**STUDY MATERIAL:**
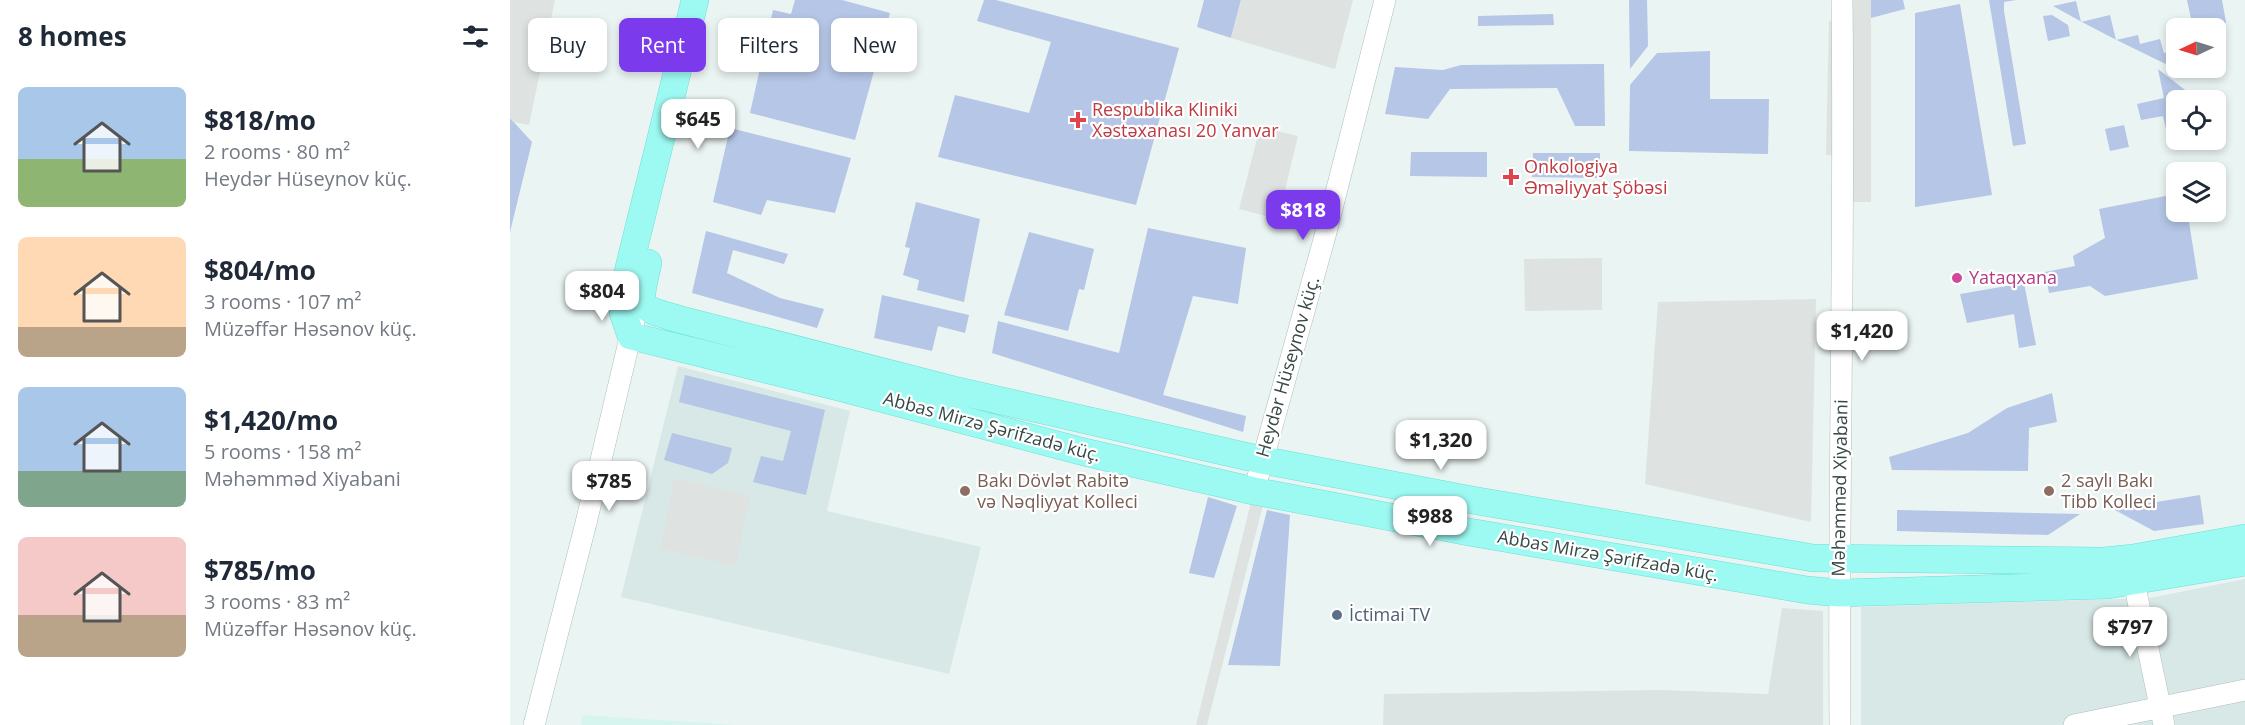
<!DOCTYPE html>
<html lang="en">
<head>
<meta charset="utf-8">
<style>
	body { margin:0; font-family:"Open Sans",sans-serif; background:#f2f2f3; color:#1f2937; height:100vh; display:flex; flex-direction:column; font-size:22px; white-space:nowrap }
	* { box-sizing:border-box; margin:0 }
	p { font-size:20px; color:#747a83 }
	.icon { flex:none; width:33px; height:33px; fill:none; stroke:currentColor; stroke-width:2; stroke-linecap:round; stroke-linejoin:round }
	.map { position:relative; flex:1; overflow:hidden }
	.sheet { display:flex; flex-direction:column; background:#fff; width:510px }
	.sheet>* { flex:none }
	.hud { position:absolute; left:18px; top:18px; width:570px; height:54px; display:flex; gap:12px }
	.needle { width:39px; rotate:266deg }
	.controls { position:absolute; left:1656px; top:18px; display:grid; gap:12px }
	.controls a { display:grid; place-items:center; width:60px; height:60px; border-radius:9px; background:#fff; box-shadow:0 3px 9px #0003; font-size:30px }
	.price { position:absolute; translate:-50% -51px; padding:0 14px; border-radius:12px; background:#fff; color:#222; font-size:20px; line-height:39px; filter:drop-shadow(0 2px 3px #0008) }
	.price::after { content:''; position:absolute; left:50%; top:36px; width:18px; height:14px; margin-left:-9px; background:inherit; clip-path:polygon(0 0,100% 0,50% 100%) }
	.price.selected { background:#7c3aed; color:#fff }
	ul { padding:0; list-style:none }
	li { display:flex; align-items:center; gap:18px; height:150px; padding:0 18px }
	li span { display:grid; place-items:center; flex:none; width:168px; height:120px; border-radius:9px; color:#555 }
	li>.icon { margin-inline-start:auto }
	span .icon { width:72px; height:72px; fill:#fffc; stroke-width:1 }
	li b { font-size:26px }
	h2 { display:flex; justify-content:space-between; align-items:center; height:72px; padding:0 18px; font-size:26px }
	.pill { padding:0 21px; border-radius:9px; background:#fff; box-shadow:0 3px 9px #0003; font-size:21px; line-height:54px }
	.pill.selected { background:#7c3aed; color:#fff }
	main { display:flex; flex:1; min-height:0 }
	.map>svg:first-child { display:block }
	.residential { fill:#d8e8e6 }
	.commercial { fill:#d6f5ee }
	.industrial { fill:#dbe4e2 }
	.green { fill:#b5c6e6 }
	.parking { fill:#dee3e2 }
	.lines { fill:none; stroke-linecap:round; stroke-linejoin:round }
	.minor-casing { stroke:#adbfbd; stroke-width:22 }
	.major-casing { stroke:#6ddfd4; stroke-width:28 }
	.minor { stroke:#fff; stroke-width:21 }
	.major { stroke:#9dfaf2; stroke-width:27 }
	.health-dot { fill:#e0444e; stroke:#fff; stroke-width:2 }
	.hotel-dot { fill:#d1479c; stroke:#fff; stroke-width:2 }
	.education-dot { fill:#8d6e63; stroke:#fff; stroke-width:2 }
	.service-dot { fill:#5c6f8a; stroke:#fff; stroke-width:2 }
	.labels { text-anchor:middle; stroke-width:4.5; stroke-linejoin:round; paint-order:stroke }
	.health-label { font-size:18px; fill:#be3a42; stroke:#fff; text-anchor:start }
	.hotel-label { font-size:18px; fill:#b23c85; stroke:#fff; text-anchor:start }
	.street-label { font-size:18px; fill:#384845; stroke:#fff }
	.education-label { font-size:18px; fill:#785e54; stroke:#fff; text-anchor:start }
	.service-label { font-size:18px; fill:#4e5e75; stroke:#fff; text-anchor:start }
</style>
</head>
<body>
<main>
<section class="sheet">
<h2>8 homes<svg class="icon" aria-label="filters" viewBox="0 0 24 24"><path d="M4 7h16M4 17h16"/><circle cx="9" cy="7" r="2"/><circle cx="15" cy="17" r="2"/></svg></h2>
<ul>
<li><span style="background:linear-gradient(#a9c7e8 60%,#8fb573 0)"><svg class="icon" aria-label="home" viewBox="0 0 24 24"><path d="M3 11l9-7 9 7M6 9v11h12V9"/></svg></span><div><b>$818/mo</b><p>2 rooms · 80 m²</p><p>Heydər Hüseynov küç.</p></div></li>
<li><span style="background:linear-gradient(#ffd9b3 75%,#b9a48a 0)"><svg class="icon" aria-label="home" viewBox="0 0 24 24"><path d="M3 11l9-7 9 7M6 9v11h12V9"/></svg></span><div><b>$804/mo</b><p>3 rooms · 107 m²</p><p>Müzəffər Həsənov küç.</p></div></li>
<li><span style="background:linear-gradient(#a9c7e8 70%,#7fa58c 0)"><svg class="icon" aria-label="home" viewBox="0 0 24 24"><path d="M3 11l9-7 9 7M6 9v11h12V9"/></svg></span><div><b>$1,420/mo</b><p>5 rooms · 158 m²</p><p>Məhəmməd Xiyabani</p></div></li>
<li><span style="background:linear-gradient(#f6c9c9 65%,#b9a48a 0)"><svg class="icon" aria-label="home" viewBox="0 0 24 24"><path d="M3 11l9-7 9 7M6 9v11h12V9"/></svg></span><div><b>$785/mo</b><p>3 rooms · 83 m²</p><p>Müzəffər Həsənov küç.</p></div></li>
</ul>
</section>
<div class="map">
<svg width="1735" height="725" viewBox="0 0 1735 725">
	<rect width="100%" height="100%" fill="#eaf4f3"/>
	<path class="residential" d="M168 366 340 411 317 511 471 547 439 674 111 597Z
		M1735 579V725H1351V607L1640 598Z"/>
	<path class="commercial" d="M73 715 226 725H71Z"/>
	<path class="industrial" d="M1272 608 1313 611V725H873L874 694 1151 690 1258 694Z"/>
	<path class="green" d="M285 0H332L380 13 345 140 240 113 263 10 281 14Z
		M474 0H486L669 48 626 205 428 157 445 95 519 113 541 42 467 21Z
		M694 0H731L721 38 687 27Z
		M1119 0H1137L1138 46 1120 69Z
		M1361 0H1393L1395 9 1361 18Z
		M1479 0H1506L1494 2V11L1516 144 1503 146Z
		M1677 0H1712L1716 22 1712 28 1706 30 1683 28Z
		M1566 1 1571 22 1600 15 1606 40 1628 35 1630 44 1650 39 1654 53 1666 51V60L1662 67C1622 48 1582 28 1543 6Z
		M1450 4 1482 195 1405 207V13Z
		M1043 14 1044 25 968 26V16Z
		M1542 15 1558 25 1560 36 1538 41 1533 16Z
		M1200 51V99H1259L1258 154 1119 151 1120 85 1147 53Z
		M1094 64 1095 126H1065L1047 88 940 89 918 119 875 114 885 67 933 70 951 65Z
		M1648 69 1688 100H1666V118L1661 119 1664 133H1666V140H1672L1659 142 1653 116 1631 120 1627 104 1654 98Z
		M0 118 22 142 0 232Z
		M1614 125 1619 147 1600 151 1595 129Z
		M220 128 341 158 325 213 257 200 251 215 203 202Z
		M901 152H977V177L900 176Z
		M1023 153H1090V178L1022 177Z
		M1666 194V212H1694L1692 220 1679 222 1688 279 1595 296 1580 286 1539 293 1535 272 1565 266 1563 256 1595 238 1589 209Z
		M406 202 470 219 454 302 407 290 409 280 393 275 400 248 395 247Z
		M638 228 736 248 728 304 683 296 653 395 736 416 733 432 482 353 488 321 609 353Z
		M196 231 278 254 274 264 223 250 217 273 270 298 314 309 307 328 182 293Z
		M519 232 584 249 574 290 569 289 558 331 494 315Z
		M1514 283 1526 345 1509 348 1504 314 1457 323 1450 294Z
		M372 295 459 315 455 333 428 326 422 351 364 338Z
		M175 375 315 410 296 495 243 482 251 456 273 461 281 431 169 402Z
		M1542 393 1547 422 1519 428 1518 471 1382 470 1379 457 1458 433 1497 408Z
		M162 433 222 448 218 463 202 474 154 460Z
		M1690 495 1694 524 1644 531 1603 509Z
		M698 497 727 506 704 578 679 573Z
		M757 510 780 515 770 666 718 665Z
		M1387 510 1570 514 1538 535 1387 531Z"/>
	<path class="parking" d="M0 0H45L19 125 3 122 0 118Z
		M731 0H843L825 69 721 38Z
		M1341 0H1361V202H1342Z
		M1319 21H1328L1327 156 1316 155Z
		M750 127 788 136 768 219 729 209Z
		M1092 258V310L1015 311 1014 259Z
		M1306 299 1301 522 1135 484 1148 302Z
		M164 478 240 496 226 566 150 549Z
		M741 502 753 505 697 725H686Z"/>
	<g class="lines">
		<g class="minor-casing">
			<path id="minor" d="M744 491 815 236 875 0
				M1624 582 1654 725
				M24 725 76 523 124 321
				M1330 725C1328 483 1335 242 1332 0
				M1564 725 1735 690"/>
		</g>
		<g class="major-casing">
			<path id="major" d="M185 0 112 296 113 313 121 336 328 387 574 452 744 491 959 532 1297 590 1329 593 1598 585 1735 562
				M138 263C127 310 127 307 172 320L448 391 752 460 962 500 1303 558 1594 561 1623 558 1735 538"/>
		</g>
		<use href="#minor" class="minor"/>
		<use href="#major" class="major"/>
	</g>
	<g class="health-dot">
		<path d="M565 111h6v6h6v6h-6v6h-6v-6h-6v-6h6z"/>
		<path d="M998 168h6v6h6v6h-6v6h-6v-6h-6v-6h6z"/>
	</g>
	<circle class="hotel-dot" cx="1447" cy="278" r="6"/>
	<g class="education-dot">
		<circle cx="455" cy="491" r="6"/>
		<circle cx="1539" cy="491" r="6"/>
	</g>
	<circle class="service-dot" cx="827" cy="615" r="6"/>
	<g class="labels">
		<g class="health-label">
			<text x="582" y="116">Respublika Kliniki<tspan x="582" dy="21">Xəstəxanası 20 Yanvar</tspan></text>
			<text x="1014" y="173">Onkologiya<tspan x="1014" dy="21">Əməliyyat Şöbəsi</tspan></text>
		</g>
		<g class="hotel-label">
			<text x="1459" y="284">Yataqxana</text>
		</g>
		<g class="street-label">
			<text transform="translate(778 367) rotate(-74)" y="6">Heydər Hüseynov küç.</text>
			<text transform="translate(482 427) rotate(15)" y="6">Abbas Mirzə Şərifzadə küç.</text>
			<text transform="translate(1330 488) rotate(-89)" y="6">Məhəmməd Xiyabani</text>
			<text transform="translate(1098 556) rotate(10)" y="6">Abbas Mirzə Şərifzadə küç.</text>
		</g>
		<g class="education-label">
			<text x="467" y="487">Bakı Dövlət Rabitə<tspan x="467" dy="21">və Nəqliyyat Kolleci</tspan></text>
			<text x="1551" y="487">2 saylı Bakı<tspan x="1551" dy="21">Tibb Kolleci</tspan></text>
		</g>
		<g class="service-label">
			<text x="839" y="621">İctimai TV</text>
		</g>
	</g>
</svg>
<div class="controls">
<a><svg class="needle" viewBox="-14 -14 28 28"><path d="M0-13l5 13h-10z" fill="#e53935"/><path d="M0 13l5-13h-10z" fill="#747a83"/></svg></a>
<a><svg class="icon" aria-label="locate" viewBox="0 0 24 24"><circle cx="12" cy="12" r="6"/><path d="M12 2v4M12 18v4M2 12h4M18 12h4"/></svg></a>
<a><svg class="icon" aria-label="layers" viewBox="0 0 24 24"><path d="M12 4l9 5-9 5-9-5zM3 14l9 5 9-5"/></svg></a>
</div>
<b class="price" style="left:188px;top:150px">$645</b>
<b class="price selected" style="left:793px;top:241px">$818</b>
<b class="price" style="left:92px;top:322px">$804</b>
<b class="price" style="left:1352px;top:362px">$1,420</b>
<b class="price" style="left:931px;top:471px">$1,320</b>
<b class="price" style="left:99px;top:512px">$785</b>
<b class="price" style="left:920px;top:547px">$988</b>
<b class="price" style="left:1620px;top:658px">$797</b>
<div class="hud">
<a class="pill">Buy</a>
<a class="pill selected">Rent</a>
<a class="pill">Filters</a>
<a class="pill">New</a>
</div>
</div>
</main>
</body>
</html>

**EXERCISE:** Work through the entries, filtering for the string "linecap", and copy each line that holds it.

**TASK SOLUTION:**
	.icon { flex:none; width:33px; height:33px; fill:none; stroke:currentColor; stroke-width:2; stroke-linecap:round; stroke-linejoin:round }
	.lines { fill:none; stroke-linecap:round; stroke-linejoin:round }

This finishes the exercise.